The Pope and the Internet

I just encountered how much difference thoughtful attention and analysis makes when presenting news. The fact: on January 24, on the occasion of the "45th World Day of Social Communications", Pope Benedict XVI issued a new encyclical titled "Truth, Proclamation and the Authenticity of Life in the Digital Age." You can read the English version here. If you scroll up or down on the same page you can read it in any of the five other languages.

From the many online reflections and reactions l want to mention the first two that reached me. The piece at "Houston Belief," titled "Pope warms against dangers of creating fake online profiles" doesn't specify the apropos for the prost (the above encyclical), picks a few sentences from it without explanation or reflection and adds a few anecdotes. This is a mix of bad journalism (no clear references, no description of what it is about, and minimal context) and good (the anecdotes are providing further insights into the Pope and Vatican's relations to the internet, beyond what's in the new document.) What makes the online piece even worse from a usability perspective is how some words are linked to related topics on the website Houston Belief is part of (chron.com). For example when it mentions the Vatican's YouTube channel it links to articles about YouTube at chron.com as opposed to say the Vatican's YouTube channel.
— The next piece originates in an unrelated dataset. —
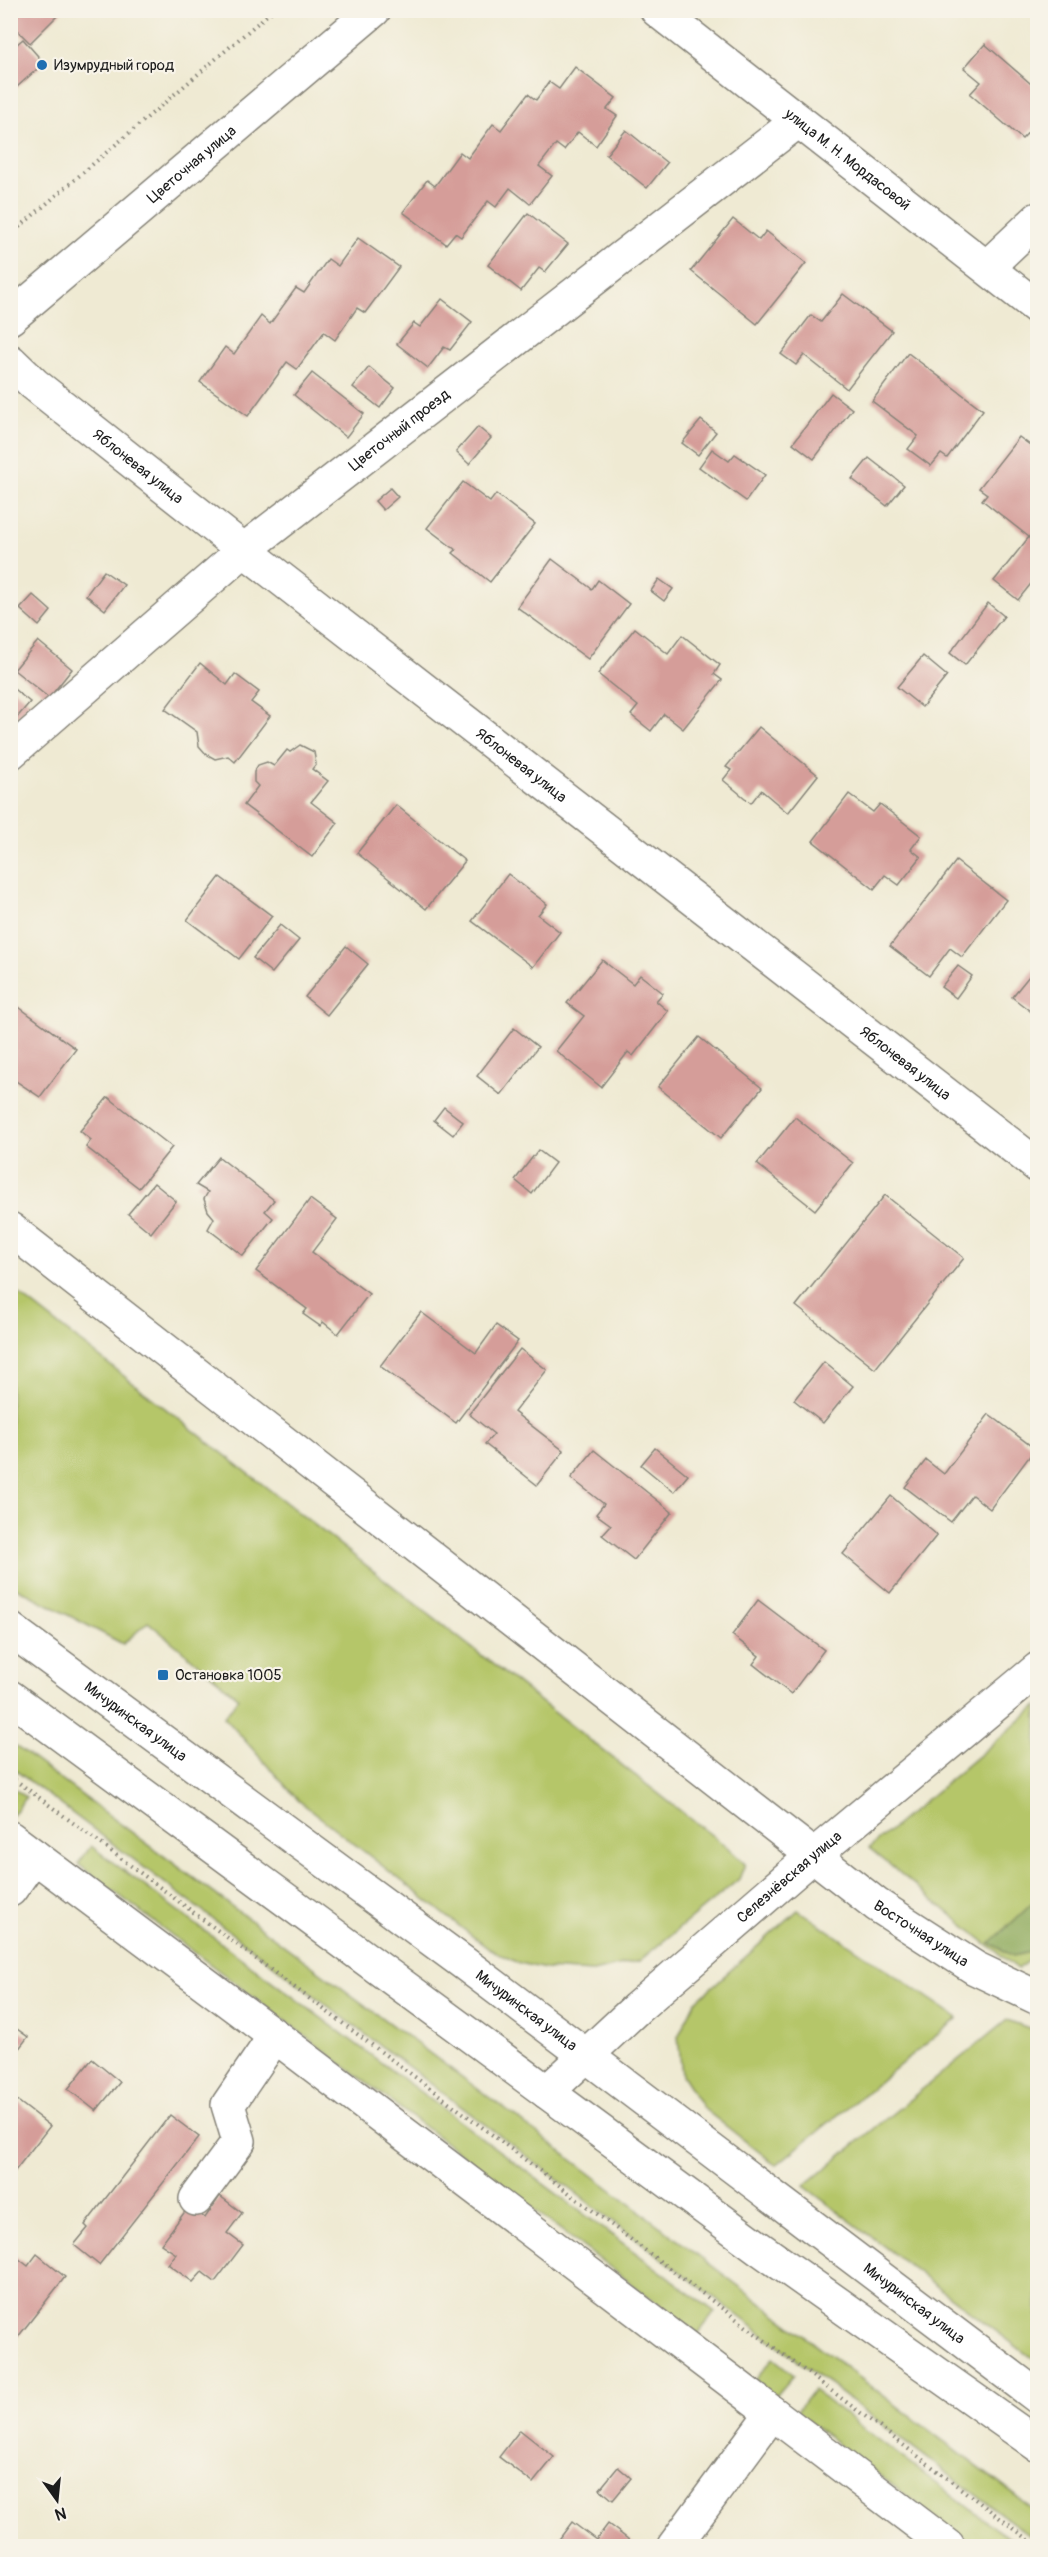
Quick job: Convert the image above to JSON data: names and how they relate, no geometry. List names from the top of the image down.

Enough of that, let me turn my attention to Elizabeth Drescher's analysis at ReligionDispatches: "Pope Invites his Flock to Join Facebook: Is the Digital Reformation Here?" In the opening sections she manages to describe how active and intertwined her digital life is, specify and link to the Pope's message, connect to several other thinkers who reflected on the Pope's message. Then she goes into her own reflections, that are strongly connected with other people's. Here are some of the key ideas mentioned, but you should read the whole article to fully understand them:

  • The Pope embraced "digital space as a site for the meaningful expansion and enrichment of social, intellectual, and spiritual relatedness"
  • the Pope’s letter errs in assuming that digital media are the particular provenance of the young
  •  “one-sidedness of… interaction” in digital communications betrayed a lack of practical familiarity with social media
  •  “the tendency to communicate only some parts of one’s interior world, the risk of constructing a false image of oneself” also betrays a certain unfamiliarity with communication practices in daily life generally, digital or otherwise. 
  • the papal encyclical is to be lauded for framing the overall discussion in cultural, ethical, and spiritual terms rather than narrowly technical or functional one
  • ..this does not mean that relationships developed in global, digital spaces are any less “real” than those with the neighbor down the street

The rest of the article mostly talks about the blurring of the virtual/real boundary, particularly how social books (books as apps) can help that.